In an effort to improve affordability, and increase uptake, of electric vehicles in the UK, the Department for Transport has, for some time, offered a plug-in subsidy scheme. The scheme sought to make electric vehicles a more attractive option to purchasers by contributing a (small) proportion of the purchase price of new vehicles. The grant was created in an effort to shift the industry towards cleaner technologies, particularly in view of the UK’s aggressive, possibly overly optimistic, ban of the sale of new petrol and diesel cars from 2030.
Back in December 2021, the Department for Transport announced that the government’s plug-in subsidy scheme, used to buy nearly 500,000 electric cars in the last decade, was changing. The subsidy available for qualifying vehicles (i.e. electric cars priced under £32,000) was reduced from £2,500 to £1,500.

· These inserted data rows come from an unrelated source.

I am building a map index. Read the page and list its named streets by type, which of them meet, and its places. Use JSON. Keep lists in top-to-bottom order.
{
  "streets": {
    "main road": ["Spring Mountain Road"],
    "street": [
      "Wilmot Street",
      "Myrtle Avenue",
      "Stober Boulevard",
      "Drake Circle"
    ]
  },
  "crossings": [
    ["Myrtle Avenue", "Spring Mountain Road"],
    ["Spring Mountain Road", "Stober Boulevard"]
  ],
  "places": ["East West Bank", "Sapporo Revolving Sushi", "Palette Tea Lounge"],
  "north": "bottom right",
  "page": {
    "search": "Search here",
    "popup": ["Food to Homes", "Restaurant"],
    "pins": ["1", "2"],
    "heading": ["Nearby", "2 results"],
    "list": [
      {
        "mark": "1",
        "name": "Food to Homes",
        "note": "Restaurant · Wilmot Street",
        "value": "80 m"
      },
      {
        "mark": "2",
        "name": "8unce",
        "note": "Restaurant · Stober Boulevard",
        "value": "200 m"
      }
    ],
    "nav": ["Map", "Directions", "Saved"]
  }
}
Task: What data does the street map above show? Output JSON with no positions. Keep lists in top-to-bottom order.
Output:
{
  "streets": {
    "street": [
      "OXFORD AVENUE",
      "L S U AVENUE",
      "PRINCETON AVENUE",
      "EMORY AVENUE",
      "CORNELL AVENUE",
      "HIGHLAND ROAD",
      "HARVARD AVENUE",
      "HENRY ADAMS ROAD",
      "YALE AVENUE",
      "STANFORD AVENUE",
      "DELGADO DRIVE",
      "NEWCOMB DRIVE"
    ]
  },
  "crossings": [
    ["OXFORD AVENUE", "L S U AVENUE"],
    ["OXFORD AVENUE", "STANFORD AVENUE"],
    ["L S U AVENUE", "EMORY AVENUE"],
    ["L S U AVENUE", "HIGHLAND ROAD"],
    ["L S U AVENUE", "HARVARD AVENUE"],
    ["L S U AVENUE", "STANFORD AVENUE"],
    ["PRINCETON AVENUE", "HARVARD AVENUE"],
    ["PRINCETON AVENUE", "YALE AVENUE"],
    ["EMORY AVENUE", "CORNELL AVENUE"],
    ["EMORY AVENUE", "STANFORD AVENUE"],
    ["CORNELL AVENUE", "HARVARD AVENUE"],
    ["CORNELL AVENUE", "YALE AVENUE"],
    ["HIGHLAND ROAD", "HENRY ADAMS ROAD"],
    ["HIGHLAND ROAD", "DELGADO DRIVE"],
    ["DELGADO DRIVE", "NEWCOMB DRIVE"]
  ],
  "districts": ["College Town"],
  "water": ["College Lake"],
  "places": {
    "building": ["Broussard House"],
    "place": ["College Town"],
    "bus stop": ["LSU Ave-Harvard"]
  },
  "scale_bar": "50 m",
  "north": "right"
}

With a resounding sense of déjà vu, the Department for Transport has announced the grant scheme, which started in 2011, is to be ended in its entirety, scrapping the current £1,500 subsidy available for buying electric cars.
Unsurprisingly, the announcement has not been welcomed by automotive industry groups, such as the Society of Motor Manufacturers and Traders (SMMT). At a time when the automotive sector as a whole has taken a battering over the last few years, and with aggressive environmental targets from the government (along with the thread of punishing fines should manufacturers fail to meet these targets), it is not difficult to see why some groups have accused the government of sending the wrong message at the wrong time.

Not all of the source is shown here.